Al-Anon provides resources for those affected by alcoholics

The arrival of the holiday season brings different types of anticipations and frustrations.

This holiday season, many Utah families will find themselves battling the chaos that comes with dealing with alcoholism.

For those who have lost their confidence, felt lonely or helpless because of someone's drinking, Al-Anon Family Groups offers services to bring hope, help and peace to many of its participants.

"My life was just in chaos all the time. It seemed to always ramp up around the holidays. It just seemed like I was in this situation that I could not get out of," said Holly, an eight-year member of Al-Anon. "I knew we were going to be with the family, I knew they were going to get drunk, I knew there was going to be a fight, I always knew what was going to happen. I didn't think there was any choice for me. I would be angry about it knowing it was going to happen. "

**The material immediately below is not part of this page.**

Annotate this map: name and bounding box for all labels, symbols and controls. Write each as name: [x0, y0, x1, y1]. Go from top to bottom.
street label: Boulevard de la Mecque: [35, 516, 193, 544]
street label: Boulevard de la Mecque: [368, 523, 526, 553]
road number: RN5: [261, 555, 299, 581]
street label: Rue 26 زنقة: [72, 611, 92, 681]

Al-Anon is a 60-year-old organization of people whose lives have been negatively affected by someone else's drinking. The purpose of the group is to help the family and friends of problem drinkers at no cost.

With the belief that alcoholism is a family illness, members of Al-Anon come together to learn how to change their own attitudes and choose recovery and a better life for themselves, while still helping their loved ones struggling with alcoholism.

"Al-Anon really helped me to know that I have choices. I can decide, 'Well, if this happens, I don't have to scream and yell or throw the mashed potatoes,' " said Holly.

"This is a program of progress, not perfection," said Maxine, a member for the past 20 years.

Maxine remembered a time when her family was almost addicted to chaos. "We didn't know what it was like to have peace, quiet and serenity."

Members learn that living each day is important. It is important to build good memories and not live in the future and lose the moments of today because of anger caused by an alcoholic in their lives.

"When my kids were young, I (focused on the future). I lost so many moments with them because I was so involved with the alcoholic. I let too many moments with my kids pass. I've learned to enjoy the moment," Maxine said.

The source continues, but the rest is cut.